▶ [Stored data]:
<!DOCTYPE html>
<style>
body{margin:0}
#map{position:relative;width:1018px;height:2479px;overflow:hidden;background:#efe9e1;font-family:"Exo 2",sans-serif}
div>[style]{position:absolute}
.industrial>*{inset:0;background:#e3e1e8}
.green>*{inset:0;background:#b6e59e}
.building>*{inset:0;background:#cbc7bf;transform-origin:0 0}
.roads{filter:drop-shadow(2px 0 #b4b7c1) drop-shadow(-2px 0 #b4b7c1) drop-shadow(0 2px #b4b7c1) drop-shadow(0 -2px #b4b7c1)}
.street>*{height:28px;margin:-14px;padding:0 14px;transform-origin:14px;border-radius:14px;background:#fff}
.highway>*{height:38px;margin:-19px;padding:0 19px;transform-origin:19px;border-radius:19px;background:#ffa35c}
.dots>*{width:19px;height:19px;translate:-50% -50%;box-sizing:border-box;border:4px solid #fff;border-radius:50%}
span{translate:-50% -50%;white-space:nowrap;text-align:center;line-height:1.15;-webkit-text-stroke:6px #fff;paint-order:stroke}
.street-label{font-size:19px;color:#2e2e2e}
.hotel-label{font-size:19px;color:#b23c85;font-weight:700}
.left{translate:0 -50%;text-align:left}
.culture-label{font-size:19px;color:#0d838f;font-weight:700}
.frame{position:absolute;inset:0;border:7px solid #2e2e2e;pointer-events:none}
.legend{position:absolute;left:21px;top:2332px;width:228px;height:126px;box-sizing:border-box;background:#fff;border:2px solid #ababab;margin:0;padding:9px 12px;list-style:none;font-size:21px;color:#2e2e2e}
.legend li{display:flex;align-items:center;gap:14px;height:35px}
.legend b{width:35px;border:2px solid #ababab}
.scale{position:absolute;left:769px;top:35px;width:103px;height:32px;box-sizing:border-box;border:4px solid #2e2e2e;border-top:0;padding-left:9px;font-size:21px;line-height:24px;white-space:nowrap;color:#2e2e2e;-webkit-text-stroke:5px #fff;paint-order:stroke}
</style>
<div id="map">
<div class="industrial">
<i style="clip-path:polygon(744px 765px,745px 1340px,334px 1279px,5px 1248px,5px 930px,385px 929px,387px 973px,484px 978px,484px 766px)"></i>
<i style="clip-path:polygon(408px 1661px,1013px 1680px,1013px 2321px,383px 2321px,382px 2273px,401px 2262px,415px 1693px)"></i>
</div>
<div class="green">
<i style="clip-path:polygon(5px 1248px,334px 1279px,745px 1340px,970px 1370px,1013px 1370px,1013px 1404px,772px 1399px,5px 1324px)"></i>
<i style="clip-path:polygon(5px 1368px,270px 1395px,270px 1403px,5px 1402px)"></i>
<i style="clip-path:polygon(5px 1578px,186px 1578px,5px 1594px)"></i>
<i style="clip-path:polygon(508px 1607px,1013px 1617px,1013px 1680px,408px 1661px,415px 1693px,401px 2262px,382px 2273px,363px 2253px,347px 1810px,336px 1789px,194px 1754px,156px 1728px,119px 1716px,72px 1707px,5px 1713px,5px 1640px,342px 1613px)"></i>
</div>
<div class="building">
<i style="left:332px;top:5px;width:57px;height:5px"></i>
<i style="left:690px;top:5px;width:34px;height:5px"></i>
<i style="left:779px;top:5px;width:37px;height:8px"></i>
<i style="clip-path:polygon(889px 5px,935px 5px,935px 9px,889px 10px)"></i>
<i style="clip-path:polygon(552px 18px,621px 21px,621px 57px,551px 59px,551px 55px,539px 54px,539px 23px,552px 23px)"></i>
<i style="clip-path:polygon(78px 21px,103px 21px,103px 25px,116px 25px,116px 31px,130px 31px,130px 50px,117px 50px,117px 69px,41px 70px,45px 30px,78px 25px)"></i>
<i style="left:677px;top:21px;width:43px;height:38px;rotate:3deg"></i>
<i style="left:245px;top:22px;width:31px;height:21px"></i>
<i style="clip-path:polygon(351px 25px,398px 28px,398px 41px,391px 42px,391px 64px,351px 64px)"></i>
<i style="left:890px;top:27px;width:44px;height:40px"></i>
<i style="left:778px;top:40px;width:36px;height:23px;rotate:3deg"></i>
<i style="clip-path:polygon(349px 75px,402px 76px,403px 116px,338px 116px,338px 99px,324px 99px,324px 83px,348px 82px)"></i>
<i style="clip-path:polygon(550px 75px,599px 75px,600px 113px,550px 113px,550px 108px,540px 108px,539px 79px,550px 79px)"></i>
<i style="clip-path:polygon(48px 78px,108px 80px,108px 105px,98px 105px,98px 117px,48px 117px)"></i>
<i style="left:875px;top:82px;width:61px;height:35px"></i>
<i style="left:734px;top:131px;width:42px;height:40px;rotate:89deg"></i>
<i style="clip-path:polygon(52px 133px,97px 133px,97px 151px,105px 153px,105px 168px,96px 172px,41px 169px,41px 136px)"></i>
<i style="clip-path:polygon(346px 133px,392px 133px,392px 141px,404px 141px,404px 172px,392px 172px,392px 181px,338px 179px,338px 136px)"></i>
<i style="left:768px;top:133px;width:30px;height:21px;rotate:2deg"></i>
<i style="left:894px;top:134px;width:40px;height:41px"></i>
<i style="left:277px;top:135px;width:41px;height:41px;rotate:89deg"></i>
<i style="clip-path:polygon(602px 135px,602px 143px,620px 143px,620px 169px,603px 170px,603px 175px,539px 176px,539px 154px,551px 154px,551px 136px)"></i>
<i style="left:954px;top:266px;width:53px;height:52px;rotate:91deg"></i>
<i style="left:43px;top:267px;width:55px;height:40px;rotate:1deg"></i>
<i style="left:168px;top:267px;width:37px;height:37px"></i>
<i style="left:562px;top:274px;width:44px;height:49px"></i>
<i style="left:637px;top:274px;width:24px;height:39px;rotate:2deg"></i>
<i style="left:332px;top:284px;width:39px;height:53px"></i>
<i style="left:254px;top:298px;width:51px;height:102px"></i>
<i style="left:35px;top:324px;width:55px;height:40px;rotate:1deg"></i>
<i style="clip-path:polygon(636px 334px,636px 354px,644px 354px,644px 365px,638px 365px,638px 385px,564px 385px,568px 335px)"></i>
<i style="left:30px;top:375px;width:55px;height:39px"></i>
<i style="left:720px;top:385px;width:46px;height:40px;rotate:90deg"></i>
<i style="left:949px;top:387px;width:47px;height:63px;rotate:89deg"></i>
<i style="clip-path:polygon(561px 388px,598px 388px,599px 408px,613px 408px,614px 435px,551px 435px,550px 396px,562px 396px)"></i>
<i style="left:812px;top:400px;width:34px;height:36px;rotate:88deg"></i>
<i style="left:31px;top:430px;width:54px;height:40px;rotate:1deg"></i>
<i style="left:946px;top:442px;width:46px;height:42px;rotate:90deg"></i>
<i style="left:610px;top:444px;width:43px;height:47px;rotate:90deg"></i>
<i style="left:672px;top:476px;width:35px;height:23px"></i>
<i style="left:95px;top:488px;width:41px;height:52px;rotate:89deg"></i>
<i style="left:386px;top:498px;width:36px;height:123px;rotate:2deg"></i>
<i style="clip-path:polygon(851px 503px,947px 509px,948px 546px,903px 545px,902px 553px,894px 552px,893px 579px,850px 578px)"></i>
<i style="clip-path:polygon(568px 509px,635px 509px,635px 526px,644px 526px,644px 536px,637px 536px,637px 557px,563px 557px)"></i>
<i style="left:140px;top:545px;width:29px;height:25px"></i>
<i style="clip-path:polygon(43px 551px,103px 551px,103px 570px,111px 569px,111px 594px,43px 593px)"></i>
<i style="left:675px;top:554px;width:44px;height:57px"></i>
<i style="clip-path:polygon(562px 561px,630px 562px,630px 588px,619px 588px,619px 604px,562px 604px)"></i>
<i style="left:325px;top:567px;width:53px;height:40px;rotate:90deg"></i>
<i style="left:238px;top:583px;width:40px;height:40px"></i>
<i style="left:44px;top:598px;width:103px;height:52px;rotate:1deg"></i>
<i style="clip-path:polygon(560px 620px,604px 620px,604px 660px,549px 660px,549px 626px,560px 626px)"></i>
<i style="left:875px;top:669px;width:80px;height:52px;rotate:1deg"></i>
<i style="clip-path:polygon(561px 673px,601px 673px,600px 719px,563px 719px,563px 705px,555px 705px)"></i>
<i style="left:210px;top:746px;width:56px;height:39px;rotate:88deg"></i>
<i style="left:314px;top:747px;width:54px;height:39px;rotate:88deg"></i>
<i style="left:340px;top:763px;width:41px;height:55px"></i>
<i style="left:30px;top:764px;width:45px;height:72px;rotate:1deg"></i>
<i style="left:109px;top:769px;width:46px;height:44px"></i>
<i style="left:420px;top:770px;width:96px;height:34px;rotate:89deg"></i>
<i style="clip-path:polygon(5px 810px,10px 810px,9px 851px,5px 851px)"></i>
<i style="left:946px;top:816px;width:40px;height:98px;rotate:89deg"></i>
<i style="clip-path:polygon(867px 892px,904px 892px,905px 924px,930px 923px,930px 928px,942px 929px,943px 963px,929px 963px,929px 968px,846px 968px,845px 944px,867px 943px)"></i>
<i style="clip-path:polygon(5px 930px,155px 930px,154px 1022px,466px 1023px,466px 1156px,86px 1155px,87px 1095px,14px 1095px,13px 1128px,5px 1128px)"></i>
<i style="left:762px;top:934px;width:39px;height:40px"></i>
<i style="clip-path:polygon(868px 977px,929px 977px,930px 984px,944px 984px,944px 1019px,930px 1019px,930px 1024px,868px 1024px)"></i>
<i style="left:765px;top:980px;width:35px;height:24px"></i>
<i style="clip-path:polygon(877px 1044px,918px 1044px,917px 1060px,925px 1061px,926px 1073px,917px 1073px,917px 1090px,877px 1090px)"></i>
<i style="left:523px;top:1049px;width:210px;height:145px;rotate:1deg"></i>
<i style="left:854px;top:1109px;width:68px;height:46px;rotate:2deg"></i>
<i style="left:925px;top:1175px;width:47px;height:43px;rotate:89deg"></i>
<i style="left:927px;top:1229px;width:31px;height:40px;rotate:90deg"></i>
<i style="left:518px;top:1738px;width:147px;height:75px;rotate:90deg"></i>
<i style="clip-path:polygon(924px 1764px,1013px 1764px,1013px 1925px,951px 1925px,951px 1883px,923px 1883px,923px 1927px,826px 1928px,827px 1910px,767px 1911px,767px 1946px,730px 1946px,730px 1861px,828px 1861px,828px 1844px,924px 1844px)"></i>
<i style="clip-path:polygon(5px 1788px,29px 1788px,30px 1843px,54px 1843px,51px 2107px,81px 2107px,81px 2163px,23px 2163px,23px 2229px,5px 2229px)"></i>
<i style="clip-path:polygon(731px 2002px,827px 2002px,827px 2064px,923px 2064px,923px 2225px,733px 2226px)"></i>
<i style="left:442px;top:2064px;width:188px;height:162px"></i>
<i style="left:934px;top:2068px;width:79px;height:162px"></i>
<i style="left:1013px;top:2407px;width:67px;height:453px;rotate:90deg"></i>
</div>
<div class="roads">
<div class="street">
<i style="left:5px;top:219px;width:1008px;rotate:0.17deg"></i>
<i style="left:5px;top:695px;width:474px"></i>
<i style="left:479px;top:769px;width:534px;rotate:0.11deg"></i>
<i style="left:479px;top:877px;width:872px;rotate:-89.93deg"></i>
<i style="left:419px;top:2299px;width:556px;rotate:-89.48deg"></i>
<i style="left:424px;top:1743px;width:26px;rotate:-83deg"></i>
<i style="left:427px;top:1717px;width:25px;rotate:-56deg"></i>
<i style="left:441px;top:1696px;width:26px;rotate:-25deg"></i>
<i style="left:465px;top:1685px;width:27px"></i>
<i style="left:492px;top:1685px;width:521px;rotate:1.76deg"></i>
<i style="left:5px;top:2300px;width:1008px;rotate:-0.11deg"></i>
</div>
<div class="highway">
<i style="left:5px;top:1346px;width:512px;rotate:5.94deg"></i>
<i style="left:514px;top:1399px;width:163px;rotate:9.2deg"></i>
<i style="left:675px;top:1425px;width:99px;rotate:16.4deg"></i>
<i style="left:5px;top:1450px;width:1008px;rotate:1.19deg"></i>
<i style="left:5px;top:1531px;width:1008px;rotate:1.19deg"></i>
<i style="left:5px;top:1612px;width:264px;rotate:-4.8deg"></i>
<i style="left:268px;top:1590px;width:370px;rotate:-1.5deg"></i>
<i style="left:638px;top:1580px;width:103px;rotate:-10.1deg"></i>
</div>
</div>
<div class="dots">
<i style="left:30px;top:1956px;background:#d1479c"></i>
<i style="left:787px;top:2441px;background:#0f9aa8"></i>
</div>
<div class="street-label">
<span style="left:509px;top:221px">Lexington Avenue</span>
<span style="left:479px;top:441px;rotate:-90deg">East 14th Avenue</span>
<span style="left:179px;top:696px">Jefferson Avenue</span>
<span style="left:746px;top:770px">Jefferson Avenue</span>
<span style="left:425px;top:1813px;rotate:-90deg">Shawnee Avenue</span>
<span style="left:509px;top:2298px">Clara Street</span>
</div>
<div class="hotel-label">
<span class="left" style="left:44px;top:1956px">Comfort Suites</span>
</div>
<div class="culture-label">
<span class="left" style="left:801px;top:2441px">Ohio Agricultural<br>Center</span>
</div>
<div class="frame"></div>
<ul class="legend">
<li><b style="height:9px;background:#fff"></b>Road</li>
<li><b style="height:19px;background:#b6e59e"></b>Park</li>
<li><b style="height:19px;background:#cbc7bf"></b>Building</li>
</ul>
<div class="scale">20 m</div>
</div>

▶ [TASK PROMPT]: Exact copies of the lines from the start of the data up to the line holding "0 #b4b7c1) drop-shadow(-2px", both included, are all that is needed.

▶ [SOLUTION TO THIS PROBLEM]:
<!DOCTYPE html>
<style>
body{margin:0}
#map{position:relative;width:1018px;height:2479px;overflow:hidden;background:#efe9e1;font-family:"Exo 2",sans-serif}
div>[style]{position:absolute}
.industrial>*{inset:0;background:#e3e1e8}
.green>*{inset:0;background:#b6e59e}
.building>*{inset:0;background:#cbc7bf;transform-origin:0 0}
.roads{filter:drop-shadow(2px 0 #b4b7c1) drop-shadow(-2px 0 #b4b7c1) drop-shadow(0 2px #b4b7c1) drop-shadow(0 -2px #b4b7c1)}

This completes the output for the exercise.